Pathfinder 3: Building Data Collections (lead Jeremy Frey)

Constructing and aggregating data collections is a key underpinning service for research, powering discovery, understanding and prediction. However, the majority of data measured in practice does not get incorporated into any form of usable collection. This pathfinder explored and developed methods to build, store, manage and access collections for the different types of data, such as institutional data deposited by numerous groups into a single repository, facilities data collected at beamlines on a range of different types of samples, legacy data extracted from papers and proprietary digital sources, and orphaned data such as collections generated for a specific one-off purpose. Spectroscopy is a key technique in environmental, life and physical sciences providing not only characterisation of samples but also in-situ analysis of dynamic systems and will provide the testbed for much of this work. This work was conducted with the University of Cambridge and Imperial College and developed standards, based on IUPAC FAIRSpec, and infrastructure components to drive tools and processes to capture, manage, analyse and reuse spectroscopic data from across the sciences.
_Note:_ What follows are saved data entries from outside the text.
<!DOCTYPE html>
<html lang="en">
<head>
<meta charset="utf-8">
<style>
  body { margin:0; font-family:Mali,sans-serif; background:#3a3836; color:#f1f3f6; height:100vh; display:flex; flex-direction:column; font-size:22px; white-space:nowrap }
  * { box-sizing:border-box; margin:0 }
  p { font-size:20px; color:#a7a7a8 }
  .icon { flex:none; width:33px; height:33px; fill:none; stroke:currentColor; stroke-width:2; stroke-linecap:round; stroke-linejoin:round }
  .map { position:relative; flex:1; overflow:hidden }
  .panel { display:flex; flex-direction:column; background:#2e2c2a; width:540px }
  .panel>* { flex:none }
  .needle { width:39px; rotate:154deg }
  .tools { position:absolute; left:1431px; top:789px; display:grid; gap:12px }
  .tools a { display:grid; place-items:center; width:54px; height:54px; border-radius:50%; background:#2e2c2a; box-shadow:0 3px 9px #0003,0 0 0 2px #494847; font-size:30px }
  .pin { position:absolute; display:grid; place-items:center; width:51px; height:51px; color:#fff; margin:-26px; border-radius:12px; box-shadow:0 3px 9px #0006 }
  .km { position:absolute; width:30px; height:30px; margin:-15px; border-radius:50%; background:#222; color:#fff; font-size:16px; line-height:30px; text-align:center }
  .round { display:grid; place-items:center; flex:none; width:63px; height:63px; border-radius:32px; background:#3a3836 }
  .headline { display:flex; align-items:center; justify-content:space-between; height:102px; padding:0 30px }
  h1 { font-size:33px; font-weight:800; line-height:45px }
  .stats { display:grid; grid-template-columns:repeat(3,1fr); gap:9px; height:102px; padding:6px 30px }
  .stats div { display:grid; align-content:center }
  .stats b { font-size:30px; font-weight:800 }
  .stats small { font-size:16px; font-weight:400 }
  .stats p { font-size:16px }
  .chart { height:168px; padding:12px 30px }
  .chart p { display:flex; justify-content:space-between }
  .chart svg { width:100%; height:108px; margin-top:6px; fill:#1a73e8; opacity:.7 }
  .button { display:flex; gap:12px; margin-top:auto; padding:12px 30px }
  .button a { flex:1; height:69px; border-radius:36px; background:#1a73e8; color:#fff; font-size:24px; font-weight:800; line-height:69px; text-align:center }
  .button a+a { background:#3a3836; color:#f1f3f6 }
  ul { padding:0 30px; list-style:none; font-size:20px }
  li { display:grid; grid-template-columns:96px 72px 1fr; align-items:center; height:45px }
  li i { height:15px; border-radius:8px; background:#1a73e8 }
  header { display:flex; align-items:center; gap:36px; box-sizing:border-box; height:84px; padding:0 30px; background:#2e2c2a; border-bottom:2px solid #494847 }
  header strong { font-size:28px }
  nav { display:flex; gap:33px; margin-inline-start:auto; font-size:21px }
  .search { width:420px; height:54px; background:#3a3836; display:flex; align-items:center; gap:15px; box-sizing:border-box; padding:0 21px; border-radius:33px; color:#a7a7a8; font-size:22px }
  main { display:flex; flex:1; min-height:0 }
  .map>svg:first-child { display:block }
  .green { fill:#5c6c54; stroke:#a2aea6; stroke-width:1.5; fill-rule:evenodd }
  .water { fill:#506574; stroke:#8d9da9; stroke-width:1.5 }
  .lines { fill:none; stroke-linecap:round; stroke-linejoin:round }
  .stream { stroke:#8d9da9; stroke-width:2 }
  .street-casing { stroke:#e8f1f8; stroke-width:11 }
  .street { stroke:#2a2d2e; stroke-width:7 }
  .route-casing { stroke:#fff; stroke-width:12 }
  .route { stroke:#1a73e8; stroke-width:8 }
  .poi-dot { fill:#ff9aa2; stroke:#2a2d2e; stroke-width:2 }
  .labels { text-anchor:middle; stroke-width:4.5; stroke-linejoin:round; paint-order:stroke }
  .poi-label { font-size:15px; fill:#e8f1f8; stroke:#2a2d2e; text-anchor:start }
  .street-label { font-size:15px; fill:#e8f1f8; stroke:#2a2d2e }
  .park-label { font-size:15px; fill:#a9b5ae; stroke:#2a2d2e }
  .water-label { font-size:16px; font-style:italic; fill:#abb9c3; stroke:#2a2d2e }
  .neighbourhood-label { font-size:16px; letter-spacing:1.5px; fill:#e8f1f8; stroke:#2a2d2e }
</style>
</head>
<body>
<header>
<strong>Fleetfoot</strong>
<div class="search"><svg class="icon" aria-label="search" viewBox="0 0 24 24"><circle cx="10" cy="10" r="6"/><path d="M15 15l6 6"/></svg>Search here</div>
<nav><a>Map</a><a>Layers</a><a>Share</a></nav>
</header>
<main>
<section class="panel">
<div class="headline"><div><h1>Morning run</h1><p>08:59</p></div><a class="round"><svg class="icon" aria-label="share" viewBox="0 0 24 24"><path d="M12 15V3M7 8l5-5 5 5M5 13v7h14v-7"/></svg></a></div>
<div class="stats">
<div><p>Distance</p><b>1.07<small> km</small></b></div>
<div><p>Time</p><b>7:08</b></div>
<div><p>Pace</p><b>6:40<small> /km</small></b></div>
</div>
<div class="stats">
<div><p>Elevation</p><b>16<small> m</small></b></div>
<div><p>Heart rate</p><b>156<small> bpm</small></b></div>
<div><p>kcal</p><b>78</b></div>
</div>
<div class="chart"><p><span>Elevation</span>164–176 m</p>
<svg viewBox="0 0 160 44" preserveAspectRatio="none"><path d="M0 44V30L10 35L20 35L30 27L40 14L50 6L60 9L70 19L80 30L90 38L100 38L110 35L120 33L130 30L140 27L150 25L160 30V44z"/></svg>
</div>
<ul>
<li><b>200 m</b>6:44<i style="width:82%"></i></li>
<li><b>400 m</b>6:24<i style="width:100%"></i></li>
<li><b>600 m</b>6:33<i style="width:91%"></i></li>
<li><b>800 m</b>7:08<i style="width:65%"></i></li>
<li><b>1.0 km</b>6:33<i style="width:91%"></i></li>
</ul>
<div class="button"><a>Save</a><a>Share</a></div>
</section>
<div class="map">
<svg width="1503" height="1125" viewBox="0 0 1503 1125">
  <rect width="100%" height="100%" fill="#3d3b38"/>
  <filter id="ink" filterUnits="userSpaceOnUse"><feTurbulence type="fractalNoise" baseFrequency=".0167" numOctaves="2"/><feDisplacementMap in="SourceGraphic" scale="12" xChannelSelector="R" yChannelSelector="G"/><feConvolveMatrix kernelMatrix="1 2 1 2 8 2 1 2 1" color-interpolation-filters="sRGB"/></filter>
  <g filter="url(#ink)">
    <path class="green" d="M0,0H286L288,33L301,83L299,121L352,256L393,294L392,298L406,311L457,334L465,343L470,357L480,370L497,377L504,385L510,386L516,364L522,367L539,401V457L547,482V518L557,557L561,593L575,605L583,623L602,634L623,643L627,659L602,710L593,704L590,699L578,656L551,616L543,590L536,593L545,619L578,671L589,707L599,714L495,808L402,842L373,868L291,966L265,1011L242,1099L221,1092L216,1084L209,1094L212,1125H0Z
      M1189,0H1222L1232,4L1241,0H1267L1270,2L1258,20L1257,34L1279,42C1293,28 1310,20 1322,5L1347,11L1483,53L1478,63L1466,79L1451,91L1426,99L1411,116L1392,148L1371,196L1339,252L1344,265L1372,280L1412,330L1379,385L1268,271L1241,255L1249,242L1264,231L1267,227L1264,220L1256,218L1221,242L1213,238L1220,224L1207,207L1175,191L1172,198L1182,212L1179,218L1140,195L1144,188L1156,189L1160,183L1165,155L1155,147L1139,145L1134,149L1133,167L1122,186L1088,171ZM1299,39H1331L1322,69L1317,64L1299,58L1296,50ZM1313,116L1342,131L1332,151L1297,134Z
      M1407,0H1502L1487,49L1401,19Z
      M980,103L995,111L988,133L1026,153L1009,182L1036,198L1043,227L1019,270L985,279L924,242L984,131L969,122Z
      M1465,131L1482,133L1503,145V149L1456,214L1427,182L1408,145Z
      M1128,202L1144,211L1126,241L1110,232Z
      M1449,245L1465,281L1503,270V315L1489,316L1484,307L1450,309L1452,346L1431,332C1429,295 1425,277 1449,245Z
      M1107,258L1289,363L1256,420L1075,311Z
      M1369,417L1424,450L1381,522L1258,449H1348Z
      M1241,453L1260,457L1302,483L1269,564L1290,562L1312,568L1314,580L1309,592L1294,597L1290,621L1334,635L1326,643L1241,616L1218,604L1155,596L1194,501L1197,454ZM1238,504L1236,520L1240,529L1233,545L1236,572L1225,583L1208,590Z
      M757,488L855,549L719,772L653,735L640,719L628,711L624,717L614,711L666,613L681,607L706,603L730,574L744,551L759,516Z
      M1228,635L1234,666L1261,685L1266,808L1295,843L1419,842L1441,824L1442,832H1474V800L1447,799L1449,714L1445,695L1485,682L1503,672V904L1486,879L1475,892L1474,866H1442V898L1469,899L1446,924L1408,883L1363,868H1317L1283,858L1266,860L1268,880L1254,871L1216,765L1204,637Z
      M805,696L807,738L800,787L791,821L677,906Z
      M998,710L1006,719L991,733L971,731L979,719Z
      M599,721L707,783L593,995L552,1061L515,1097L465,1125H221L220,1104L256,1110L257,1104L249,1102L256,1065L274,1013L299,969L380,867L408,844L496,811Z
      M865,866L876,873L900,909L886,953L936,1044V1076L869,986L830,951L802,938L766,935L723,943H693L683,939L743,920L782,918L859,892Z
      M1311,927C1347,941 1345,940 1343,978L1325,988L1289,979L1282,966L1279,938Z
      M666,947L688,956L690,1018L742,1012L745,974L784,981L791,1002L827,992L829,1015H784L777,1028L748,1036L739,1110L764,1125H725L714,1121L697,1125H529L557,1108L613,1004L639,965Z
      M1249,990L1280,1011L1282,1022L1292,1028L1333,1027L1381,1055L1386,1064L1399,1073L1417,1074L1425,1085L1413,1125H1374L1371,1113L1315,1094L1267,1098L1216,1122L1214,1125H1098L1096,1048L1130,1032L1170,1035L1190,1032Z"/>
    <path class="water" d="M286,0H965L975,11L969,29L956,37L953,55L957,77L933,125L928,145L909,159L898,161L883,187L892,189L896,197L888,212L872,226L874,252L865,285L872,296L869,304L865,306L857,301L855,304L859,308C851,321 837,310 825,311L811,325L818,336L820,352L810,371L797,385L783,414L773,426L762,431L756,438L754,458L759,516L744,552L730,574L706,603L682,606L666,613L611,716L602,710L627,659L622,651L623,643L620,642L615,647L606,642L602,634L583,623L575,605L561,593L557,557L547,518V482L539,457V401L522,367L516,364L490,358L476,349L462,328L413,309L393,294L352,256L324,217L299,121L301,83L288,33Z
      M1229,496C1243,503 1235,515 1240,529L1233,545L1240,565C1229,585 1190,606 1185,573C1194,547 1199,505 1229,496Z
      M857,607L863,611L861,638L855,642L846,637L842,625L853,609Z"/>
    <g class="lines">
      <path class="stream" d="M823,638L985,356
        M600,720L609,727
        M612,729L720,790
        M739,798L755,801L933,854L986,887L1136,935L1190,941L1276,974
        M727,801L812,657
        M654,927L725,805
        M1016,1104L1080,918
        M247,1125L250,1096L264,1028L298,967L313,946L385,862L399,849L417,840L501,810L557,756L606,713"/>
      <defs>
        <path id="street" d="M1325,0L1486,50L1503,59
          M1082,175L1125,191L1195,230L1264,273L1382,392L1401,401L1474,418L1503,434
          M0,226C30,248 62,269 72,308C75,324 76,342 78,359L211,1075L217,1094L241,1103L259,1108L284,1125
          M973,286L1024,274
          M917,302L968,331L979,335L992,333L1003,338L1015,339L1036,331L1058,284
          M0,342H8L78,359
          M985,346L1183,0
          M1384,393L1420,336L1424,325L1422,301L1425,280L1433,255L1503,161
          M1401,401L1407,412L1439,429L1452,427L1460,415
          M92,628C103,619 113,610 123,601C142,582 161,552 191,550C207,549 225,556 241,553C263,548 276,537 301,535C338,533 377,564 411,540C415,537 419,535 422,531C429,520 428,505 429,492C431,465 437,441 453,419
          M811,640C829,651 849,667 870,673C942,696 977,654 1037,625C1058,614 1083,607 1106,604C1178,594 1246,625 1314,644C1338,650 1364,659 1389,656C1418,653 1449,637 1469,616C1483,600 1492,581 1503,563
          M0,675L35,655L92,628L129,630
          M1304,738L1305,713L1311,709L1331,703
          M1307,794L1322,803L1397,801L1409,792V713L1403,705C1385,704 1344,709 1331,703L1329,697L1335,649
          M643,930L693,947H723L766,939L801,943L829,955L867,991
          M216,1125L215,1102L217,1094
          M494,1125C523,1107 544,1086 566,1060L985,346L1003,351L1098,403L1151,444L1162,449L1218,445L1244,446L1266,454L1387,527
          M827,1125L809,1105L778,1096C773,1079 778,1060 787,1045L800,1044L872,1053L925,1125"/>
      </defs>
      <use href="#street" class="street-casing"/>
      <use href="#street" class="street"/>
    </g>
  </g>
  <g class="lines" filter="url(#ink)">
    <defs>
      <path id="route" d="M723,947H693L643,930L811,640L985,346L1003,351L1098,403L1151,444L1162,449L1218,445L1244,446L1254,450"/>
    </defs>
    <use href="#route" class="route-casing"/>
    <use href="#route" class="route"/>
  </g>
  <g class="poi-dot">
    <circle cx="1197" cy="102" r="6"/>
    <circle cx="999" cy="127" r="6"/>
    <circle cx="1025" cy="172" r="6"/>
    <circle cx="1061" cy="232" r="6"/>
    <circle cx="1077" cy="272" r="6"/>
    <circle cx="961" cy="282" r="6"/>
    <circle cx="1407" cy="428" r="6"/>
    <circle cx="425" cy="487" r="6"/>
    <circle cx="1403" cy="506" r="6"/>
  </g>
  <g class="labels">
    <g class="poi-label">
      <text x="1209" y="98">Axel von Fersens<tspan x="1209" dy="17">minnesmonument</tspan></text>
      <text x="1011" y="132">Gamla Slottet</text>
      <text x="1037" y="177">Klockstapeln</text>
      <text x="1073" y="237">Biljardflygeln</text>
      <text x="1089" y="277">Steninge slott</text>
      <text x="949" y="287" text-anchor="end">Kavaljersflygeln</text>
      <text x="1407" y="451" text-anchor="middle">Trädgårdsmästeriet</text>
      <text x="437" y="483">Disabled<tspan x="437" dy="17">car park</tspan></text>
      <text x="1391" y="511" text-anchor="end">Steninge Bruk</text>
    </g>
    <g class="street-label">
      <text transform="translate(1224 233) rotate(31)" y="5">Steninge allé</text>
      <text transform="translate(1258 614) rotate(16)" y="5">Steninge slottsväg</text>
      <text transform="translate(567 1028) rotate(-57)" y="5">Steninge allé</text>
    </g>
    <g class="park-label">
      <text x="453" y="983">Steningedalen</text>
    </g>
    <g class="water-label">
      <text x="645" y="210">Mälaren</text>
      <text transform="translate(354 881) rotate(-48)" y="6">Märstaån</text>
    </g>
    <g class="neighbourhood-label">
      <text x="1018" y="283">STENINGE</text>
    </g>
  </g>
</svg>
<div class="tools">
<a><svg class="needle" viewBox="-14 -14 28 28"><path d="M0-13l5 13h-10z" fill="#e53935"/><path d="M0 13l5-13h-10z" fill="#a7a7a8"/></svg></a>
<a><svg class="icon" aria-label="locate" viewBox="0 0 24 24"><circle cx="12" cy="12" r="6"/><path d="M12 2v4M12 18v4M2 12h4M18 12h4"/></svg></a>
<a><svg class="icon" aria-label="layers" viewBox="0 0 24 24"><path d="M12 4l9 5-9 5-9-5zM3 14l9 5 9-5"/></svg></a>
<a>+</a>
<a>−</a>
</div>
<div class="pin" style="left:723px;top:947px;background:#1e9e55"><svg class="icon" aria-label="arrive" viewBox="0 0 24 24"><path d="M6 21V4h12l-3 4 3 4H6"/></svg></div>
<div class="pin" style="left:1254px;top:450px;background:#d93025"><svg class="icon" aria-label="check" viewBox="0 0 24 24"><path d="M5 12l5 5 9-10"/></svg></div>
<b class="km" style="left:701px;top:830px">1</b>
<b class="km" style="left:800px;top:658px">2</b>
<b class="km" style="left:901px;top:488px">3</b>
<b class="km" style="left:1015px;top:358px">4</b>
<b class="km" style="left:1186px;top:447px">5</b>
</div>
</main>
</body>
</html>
Pathfinder 4: Process Orchestration (lead James Gebbie)

Biomolecular science links physical science with biological and medical science. Working alongside national and international initiatives, a repository for biomolecular simulation trajectories was created including data storage, web front end, and automated capture of metadata and provenance. It looked to integrate datasets from CCPBioSim’s educational SlimMD database and trajectory data from the dinaMISMO project for simulating cryoEM images. We built on the AiiDA biomolecular demonstrator carried out in the PSDI pilot to build provenance models for the included data and will prototype linking these provenance models with input data sources, such as the PDB, EMDB, EMPIAR, so that the full flow of data from experiment to simulation is tracked. The key was close involvement of RFI, EMBL-EBI and Francis Crick Institute on requirements, e.g., software tools for in situ analysis and linking to other chemistry/biology repositories for integrative studies, enabling modelling and experimental data to be used synergistically.

Pathfinder 5: Data to Knowledge (lead Alin Elena)

Transforming data to knowledge requires constructing workflows connecting various types of data sources (e.g., from computational and experimental facilities to ELNs) for data ingestion, discovery, integration, analysis, and visualisation. Fundamental examples of this knowledge discovery will be developed on PSDI resources and infrastructure. This work was underpinned by expertise in computational science, data mining and AI at STFC and will leverage dedicated specialists and communities already assembled through partnership with, among others, the Alan Turing Institute, CoSeC, the RSEs, and the ALC. Recent research in the field of machine learning for interatomic potentials (MLIP) has produced breakthroughs that recommend them as the next paradigm change in atomistic molecular simulations, with applications ranging from battery design to catalytic chemical reaction modelling for hydrogen storage or CO2 capture. However, these advances need expensive calculations for training machine learning models, and the resulting models are non-trivial in terms of storage and distribution. This pathfinder designed and deployed the infrastructure to host training data for MLIP and also act as a distribution centre for it.